David M. Nemer, Hicham Skali
Hospital Medicine Clinics
Background- What is Troponin?: Troponin is an intracellular regulatory protein complex associated with the contractile apparatus of skeletal and cardiac myocytes. It is composed of 3 protein subunits: troponin I (cTnI), troponin T (cTnT), and troponin C. Cardiac myocytes express structurally unique isoforms of cTnI and cTnT as compared with skeletal myocytes. Irreversible injury of cardiac myocytes leading to cell death (myocardial necrosis) results in the release of cTnI and cTnT into the circulation. Highly specific immunoassays have been developed for the detection of these cardiac-specific proteins in peripheral blood (with minimal cross-reactivity to skeletal troponin). In prior decades, consensus opinion held that an elevation in cardiac troponins (cTns) exclusively signified irreversible myocardial cell death. However, the potential for release of cTns in the setting of reversible myocyte injury is now a topic of considerable debate. This issue is made even more controversial by the advent of increasingly sensitive assays that can reliably detect low levels of cTn in a majority of apparently disease-free individuals. and Although this debate is ongoing, cTn remains the preferred biomarker of myocardial necrosis due to its superior performance in the diagnosis and prognosis of cardiac conditions.

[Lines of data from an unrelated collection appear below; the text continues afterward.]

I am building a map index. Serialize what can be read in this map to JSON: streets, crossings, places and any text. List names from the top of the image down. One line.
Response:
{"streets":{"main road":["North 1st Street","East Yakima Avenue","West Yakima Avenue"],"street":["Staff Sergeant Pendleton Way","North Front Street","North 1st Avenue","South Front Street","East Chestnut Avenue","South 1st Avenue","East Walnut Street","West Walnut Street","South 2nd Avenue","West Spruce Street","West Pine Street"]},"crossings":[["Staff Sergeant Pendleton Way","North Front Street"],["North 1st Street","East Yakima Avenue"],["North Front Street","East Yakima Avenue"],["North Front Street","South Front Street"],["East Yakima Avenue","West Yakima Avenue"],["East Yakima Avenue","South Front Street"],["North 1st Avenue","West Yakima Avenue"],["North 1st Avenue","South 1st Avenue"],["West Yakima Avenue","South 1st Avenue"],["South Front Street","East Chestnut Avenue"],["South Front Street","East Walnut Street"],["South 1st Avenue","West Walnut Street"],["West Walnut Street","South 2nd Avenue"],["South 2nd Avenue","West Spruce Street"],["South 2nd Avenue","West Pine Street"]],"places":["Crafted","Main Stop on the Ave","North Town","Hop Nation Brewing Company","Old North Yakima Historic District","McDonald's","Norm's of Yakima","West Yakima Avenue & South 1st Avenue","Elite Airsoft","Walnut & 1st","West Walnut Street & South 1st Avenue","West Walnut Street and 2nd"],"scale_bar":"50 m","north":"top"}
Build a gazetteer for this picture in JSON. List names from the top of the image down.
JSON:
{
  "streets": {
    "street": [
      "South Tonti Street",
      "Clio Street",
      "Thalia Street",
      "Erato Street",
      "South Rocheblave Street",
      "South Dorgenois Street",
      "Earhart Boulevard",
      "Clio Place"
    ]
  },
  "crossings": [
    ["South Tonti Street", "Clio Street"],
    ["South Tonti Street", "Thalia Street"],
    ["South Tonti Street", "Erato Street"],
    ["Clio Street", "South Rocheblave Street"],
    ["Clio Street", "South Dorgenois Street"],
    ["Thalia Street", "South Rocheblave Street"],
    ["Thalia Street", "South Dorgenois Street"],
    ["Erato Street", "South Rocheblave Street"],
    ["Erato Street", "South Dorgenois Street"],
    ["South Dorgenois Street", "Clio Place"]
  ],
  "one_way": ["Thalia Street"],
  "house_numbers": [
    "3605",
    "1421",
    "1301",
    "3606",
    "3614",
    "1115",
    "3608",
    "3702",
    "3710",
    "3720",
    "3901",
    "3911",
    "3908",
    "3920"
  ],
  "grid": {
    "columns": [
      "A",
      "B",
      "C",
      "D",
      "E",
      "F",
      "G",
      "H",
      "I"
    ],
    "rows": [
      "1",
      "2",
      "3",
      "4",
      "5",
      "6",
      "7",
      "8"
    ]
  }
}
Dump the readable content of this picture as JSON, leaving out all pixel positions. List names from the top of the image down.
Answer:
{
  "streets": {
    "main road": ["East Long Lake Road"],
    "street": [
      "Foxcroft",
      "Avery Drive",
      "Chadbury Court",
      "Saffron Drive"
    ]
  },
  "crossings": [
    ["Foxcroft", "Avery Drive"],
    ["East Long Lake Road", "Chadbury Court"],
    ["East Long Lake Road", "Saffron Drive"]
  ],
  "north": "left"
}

What are the differences between assays for cardiac troponin I and troponin T? Following release from cardiac myocytes, cTnI exists in different forms (free or bound to other types of cTn) in the circulation as well as in multiple isoforms (oxidized, reduced, or phosphorylated). In the development of immunoassays for cTnI detection, various manufacturers have used detection antibodies directed against different epitopes of the multiple cTnI forms. As a result, there is a lack of standardization between cTnI assays from different manufacturers, and absolute concentrations of cTnI cannot be compared between different assays. Because of the existence of an international patent, cTnT assays in widespread use have been produced by a single manufacturer. As a result, the uniform use of a single current generation cTnT assay across clinical care centers allows for direct comparison of absolute concentrations. Of note, all cTnI and cTnT assays meet the same performance specifications, and no distinction is made in terms of their diagnostic and prognostic utility when used for the clinical indications discussed later.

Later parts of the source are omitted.